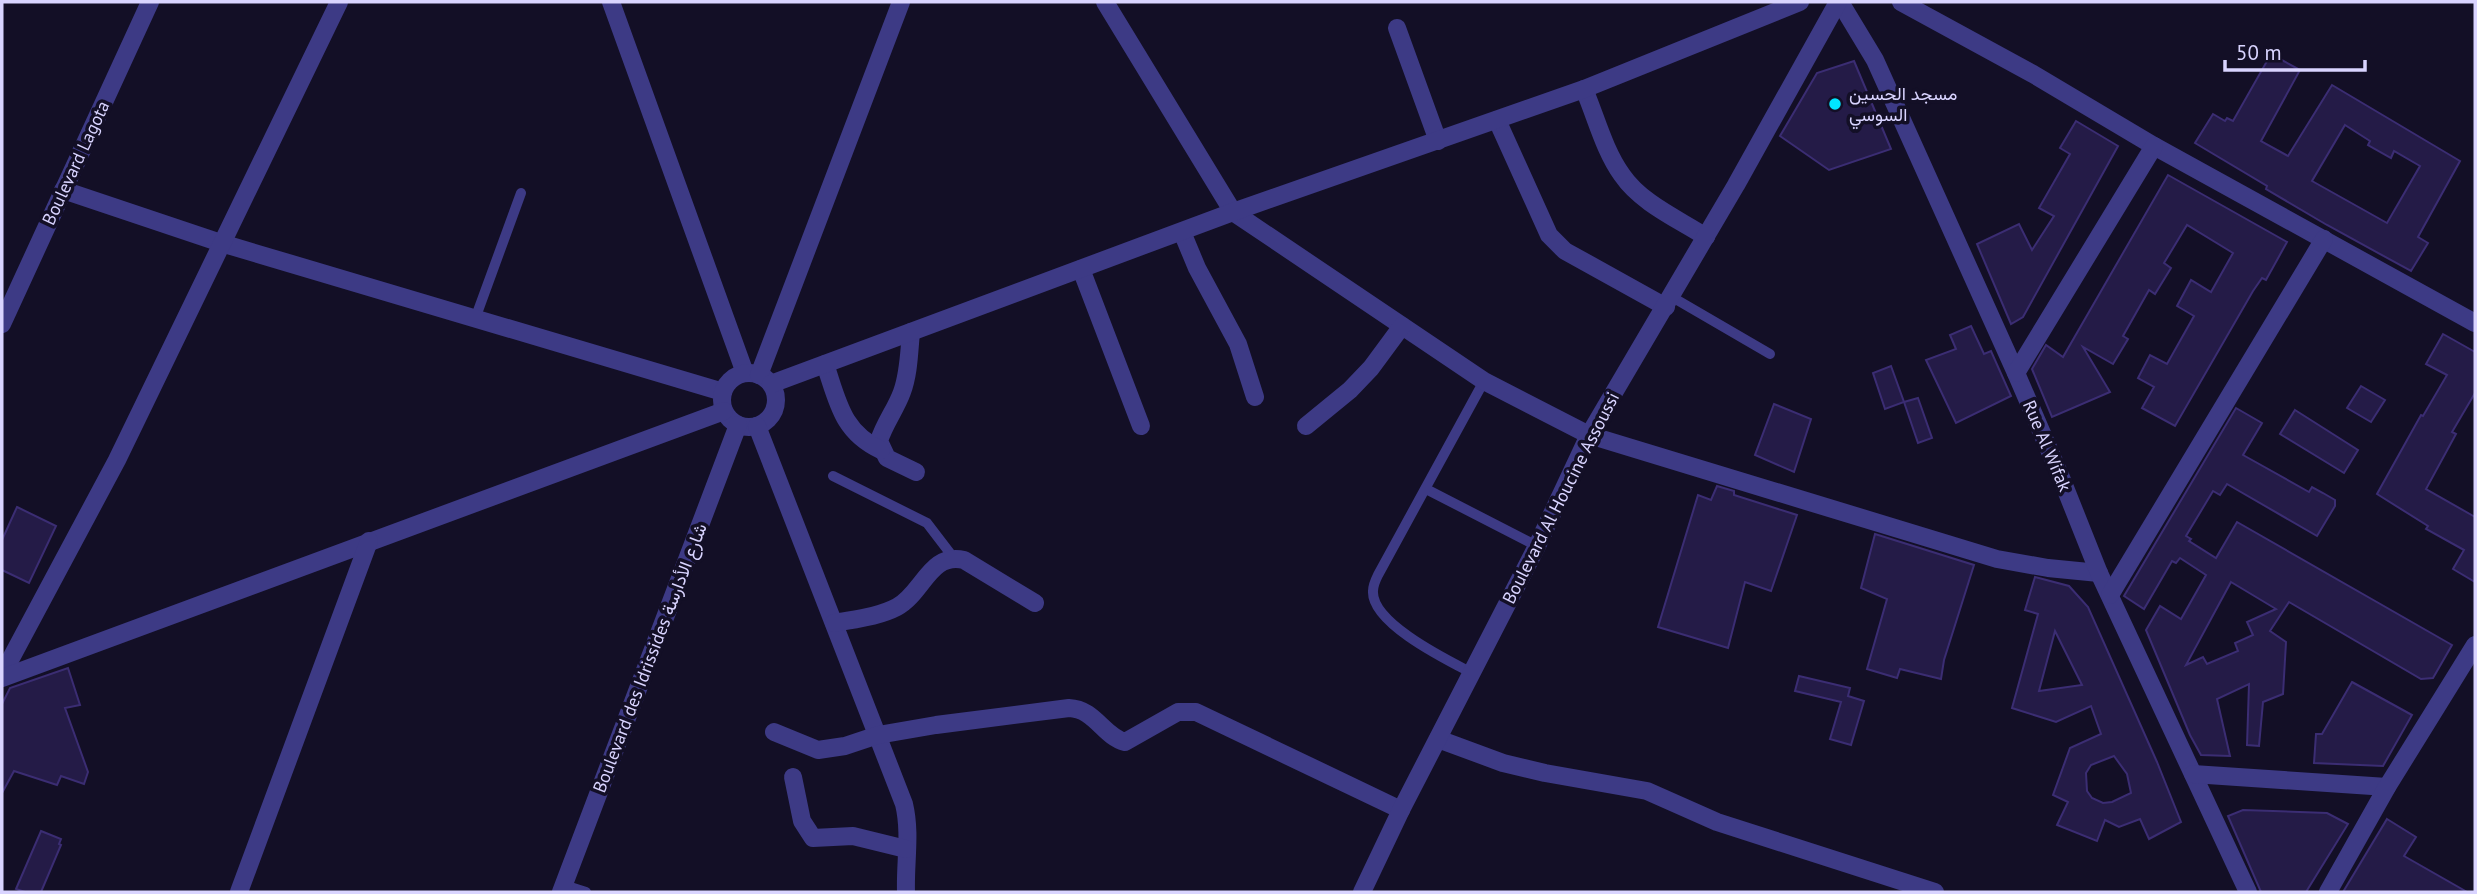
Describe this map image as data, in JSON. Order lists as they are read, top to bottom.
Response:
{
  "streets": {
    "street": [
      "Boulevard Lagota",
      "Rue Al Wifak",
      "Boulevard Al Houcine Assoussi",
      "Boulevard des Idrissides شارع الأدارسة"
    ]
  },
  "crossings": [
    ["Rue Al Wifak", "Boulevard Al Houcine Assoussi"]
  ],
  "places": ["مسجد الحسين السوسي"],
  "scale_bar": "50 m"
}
##############################
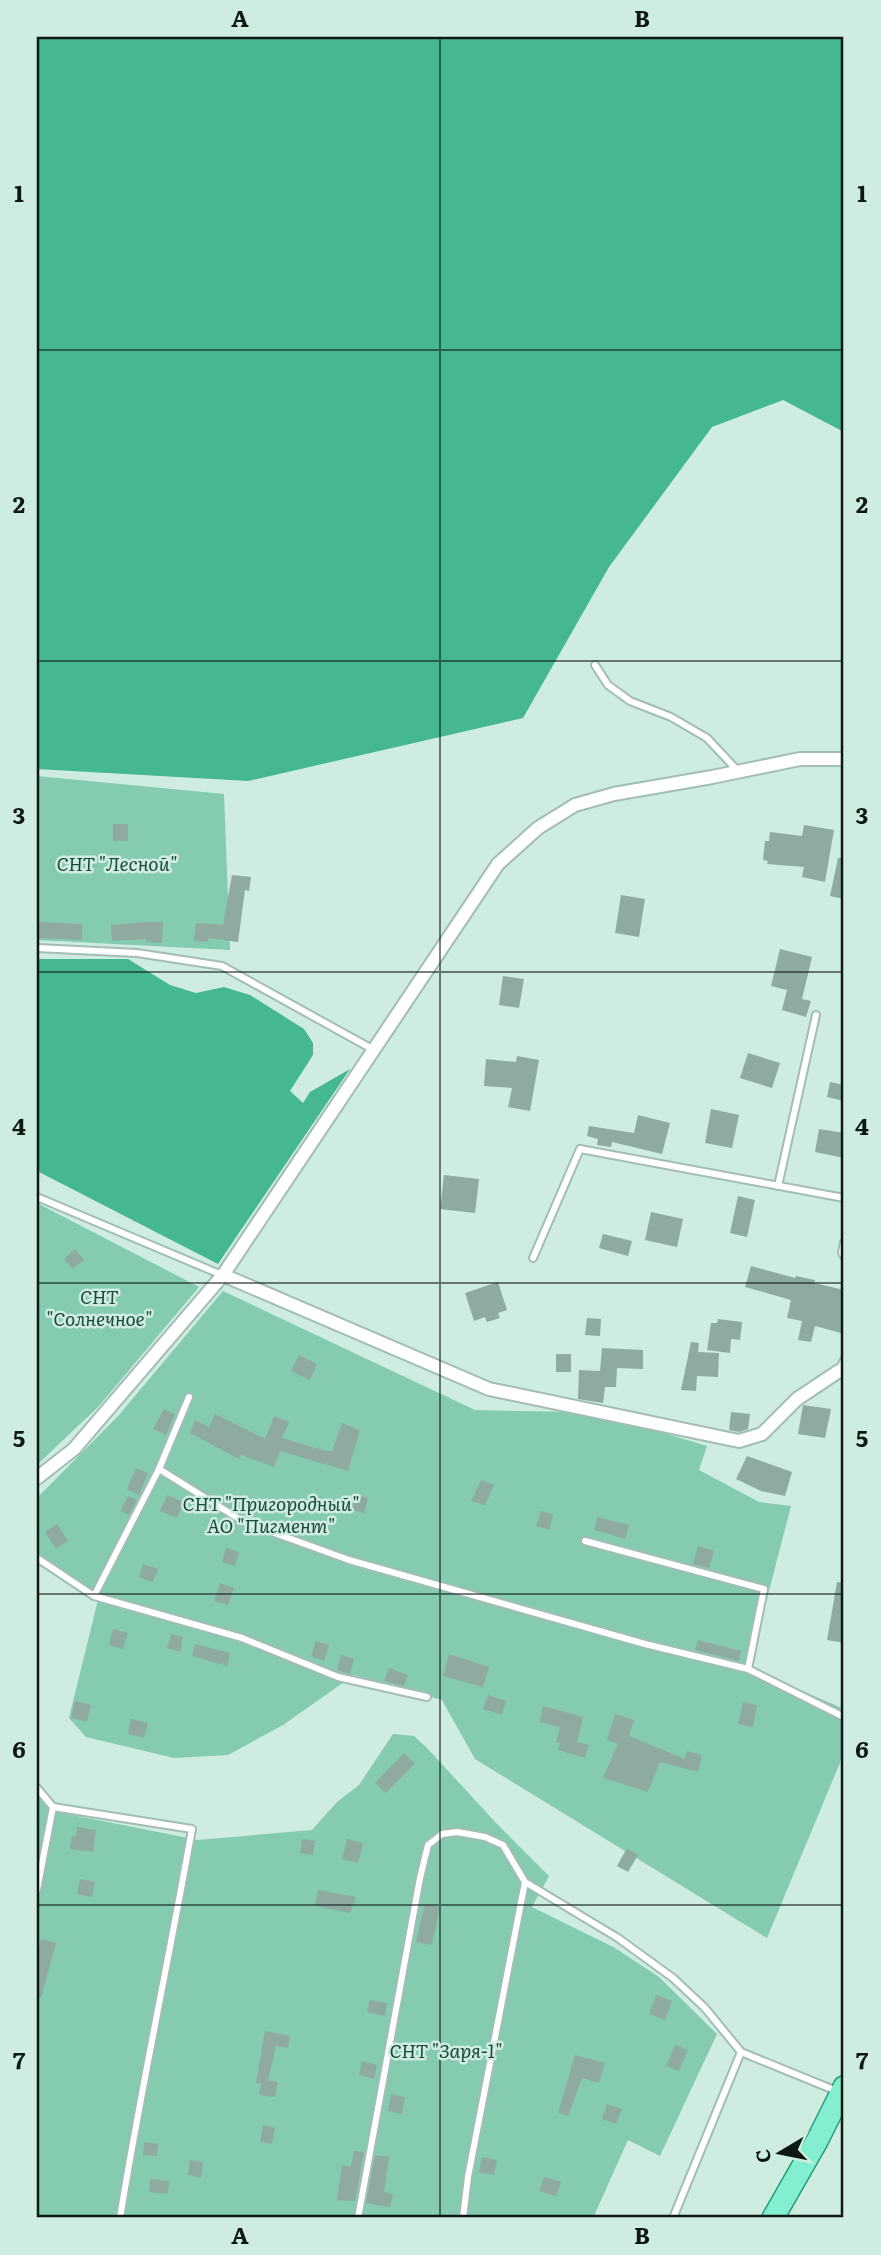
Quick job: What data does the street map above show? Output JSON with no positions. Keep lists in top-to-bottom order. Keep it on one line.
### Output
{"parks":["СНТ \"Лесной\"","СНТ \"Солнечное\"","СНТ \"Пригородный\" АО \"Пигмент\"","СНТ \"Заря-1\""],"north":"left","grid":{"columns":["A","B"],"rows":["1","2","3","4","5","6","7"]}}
##############################
- [Task objective]:
Going line by line through the listing above, count those that contain "data" and give only the result.

- [Solution to this exercise]:
2